* _What to do_
Go through the entries below and copy each line containing the word "structured".
- - -
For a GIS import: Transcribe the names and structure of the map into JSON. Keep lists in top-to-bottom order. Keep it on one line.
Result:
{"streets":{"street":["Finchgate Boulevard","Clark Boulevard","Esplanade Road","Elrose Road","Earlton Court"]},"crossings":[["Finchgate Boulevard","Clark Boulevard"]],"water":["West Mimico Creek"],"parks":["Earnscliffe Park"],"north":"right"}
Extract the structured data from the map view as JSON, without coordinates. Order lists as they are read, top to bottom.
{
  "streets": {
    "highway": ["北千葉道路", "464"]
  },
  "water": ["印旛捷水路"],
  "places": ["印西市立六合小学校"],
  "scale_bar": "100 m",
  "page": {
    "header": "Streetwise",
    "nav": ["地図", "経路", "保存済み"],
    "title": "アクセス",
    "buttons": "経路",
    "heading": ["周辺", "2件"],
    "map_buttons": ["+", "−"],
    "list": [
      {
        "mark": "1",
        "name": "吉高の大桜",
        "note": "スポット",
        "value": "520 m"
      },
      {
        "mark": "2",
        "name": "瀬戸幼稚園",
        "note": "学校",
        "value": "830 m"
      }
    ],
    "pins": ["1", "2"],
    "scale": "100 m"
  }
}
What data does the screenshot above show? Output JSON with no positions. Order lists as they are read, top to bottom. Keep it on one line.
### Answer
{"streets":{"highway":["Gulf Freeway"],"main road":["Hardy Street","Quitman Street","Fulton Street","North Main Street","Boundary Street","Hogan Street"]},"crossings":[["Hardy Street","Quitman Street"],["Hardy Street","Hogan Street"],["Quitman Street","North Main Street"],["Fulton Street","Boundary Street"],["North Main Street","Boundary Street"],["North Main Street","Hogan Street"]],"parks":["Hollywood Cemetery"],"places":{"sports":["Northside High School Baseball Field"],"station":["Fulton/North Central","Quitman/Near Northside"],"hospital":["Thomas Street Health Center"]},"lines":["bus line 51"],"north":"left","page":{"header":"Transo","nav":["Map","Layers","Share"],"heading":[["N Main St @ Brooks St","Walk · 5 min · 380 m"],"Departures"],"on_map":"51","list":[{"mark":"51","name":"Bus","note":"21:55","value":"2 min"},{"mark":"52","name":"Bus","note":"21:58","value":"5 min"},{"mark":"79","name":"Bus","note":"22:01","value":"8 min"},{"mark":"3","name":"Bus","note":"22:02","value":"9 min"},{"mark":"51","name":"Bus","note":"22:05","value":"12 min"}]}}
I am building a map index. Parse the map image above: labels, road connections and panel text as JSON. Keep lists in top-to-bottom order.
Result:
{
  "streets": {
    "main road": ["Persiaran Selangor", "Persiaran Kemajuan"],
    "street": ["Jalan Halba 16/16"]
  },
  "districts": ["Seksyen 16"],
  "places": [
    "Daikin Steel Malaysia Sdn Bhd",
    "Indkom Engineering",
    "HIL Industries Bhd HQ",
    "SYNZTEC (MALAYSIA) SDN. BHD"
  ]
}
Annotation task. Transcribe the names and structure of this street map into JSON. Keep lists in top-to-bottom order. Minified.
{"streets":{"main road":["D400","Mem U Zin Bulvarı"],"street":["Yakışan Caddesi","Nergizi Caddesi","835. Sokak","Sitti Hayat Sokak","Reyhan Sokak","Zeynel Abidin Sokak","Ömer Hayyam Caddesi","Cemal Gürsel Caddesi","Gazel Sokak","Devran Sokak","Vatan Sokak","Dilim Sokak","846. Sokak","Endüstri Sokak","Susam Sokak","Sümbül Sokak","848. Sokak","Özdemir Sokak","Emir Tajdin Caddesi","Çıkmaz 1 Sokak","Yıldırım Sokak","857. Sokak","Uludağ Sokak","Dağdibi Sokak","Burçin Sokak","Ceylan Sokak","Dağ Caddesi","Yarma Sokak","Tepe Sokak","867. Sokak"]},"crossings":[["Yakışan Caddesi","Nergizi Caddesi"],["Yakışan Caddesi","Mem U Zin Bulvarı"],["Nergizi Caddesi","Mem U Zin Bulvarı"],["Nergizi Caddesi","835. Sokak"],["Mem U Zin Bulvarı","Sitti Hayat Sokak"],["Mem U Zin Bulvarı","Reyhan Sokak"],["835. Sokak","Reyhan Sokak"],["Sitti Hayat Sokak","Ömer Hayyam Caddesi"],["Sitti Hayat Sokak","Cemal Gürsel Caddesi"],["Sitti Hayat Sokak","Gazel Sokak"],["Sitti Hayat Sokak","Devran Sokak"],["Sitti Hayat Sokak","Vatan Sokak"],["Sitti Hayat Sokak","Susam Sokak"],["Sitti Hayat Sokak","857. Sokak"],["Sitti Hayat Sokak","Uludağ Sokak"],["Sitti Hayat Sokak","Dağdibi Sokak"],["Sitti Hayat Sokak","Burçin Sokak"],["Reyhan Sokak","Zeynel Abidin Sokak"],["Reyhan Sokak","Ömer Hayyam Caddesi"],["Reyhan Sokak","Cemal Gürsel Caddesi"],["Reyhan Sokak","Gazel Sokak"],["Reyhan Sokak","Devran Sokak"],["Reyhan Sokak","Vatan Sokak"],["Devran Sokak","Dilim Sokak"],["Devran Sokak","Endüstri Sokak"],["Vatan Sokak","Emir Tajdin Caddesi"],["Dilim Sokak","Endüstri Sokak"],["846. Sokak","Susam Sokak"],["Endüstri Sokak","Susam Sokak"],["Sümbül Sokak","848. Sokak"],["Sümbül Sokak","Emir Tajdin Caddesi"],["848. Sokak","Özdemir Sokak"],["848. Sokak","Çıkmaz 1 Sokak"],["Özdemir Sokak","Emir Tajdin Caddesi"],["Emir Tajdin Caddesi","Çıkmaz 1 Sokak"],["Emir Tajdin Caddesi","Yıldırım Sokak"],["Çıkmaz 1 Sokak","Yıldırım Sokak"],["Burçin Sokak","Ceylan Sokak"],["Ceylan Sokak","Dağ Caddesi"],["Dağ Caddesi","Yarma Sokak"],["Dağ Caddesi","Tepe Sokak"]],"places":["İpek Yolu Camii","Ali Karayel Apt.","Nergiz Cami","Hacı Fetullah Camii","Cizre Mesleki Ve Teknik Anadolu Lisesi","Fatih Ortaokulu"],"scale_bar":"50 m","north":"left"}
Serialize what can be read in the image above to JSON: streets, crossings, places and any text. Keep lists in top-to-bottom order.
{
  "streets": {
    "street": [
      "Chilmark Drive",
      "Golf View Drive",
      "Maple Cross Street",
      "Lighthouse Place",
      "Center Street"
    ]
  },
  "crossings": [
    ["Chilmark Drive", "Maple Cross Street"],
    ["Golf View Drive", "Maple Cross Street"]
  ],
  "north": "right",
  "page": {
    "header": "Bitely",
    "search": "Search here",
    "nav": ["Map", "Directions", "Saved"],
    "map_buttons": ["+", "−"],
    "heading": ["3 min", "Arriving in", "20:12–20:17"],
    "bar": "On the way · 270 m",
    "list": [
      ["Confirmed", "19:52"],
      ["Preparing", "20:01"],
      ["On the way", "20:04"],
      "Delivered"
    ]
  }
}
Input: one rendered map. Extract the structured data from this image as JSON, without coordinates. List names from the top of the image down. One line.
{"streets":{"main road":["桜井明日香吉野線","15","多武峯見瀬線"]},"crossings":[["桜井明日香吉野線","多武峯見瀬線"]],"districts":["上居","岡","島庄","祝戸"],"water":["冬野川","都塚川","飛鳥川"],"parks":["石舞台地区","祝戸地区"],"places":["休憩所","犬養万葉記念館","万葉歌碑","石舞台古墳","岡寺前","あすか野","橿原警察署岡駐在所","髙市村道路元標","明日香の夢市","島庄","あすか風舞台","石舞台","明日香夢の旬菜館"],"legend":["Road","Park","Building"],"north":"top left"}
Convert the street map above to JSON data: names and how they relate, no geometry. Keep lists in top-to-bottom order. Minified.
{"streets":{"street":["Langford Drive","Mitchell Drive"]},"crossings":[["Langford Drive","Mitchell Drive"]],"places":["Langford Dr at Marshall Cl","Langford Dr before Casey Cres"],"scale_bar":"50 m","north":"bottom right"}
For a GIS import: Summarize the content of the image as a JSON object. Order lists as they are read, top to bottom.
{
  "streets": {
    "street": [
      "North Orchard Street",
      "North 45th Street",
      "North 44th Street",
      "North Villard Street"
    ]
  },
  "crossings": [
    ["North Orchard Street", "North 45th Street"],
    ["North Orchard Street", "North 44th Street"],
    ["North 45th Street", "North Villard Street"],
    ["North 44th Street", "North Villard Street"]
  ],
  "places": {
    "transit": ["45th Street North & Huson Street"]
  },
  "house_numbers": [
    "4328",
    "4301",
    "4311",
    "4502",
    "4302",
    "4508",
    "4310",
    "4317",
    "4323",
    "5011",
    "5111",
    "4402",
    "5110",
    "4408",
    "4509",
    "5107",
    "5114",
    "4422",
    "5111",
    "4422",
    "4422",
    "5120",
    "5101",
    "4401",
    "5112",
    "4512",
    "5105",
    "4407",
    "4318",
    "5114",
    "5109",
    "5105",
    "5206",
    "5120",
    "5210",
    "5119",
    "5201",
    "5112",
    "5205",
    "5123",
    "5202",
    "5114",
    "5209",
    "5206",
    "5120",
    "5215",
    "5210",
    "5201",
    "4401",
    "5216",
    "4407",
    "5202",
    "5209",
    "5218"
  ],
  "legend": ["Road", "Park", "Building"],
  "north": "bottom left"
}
- - -
* _Exercise output_
Extract the structured data from the map view as JSON, without coordinates. Order lists as they are read, top to bottom.
Input: one rendered map. Extract the structured data from this image as JSON, without coordinates. List names from the top of the image down. One line.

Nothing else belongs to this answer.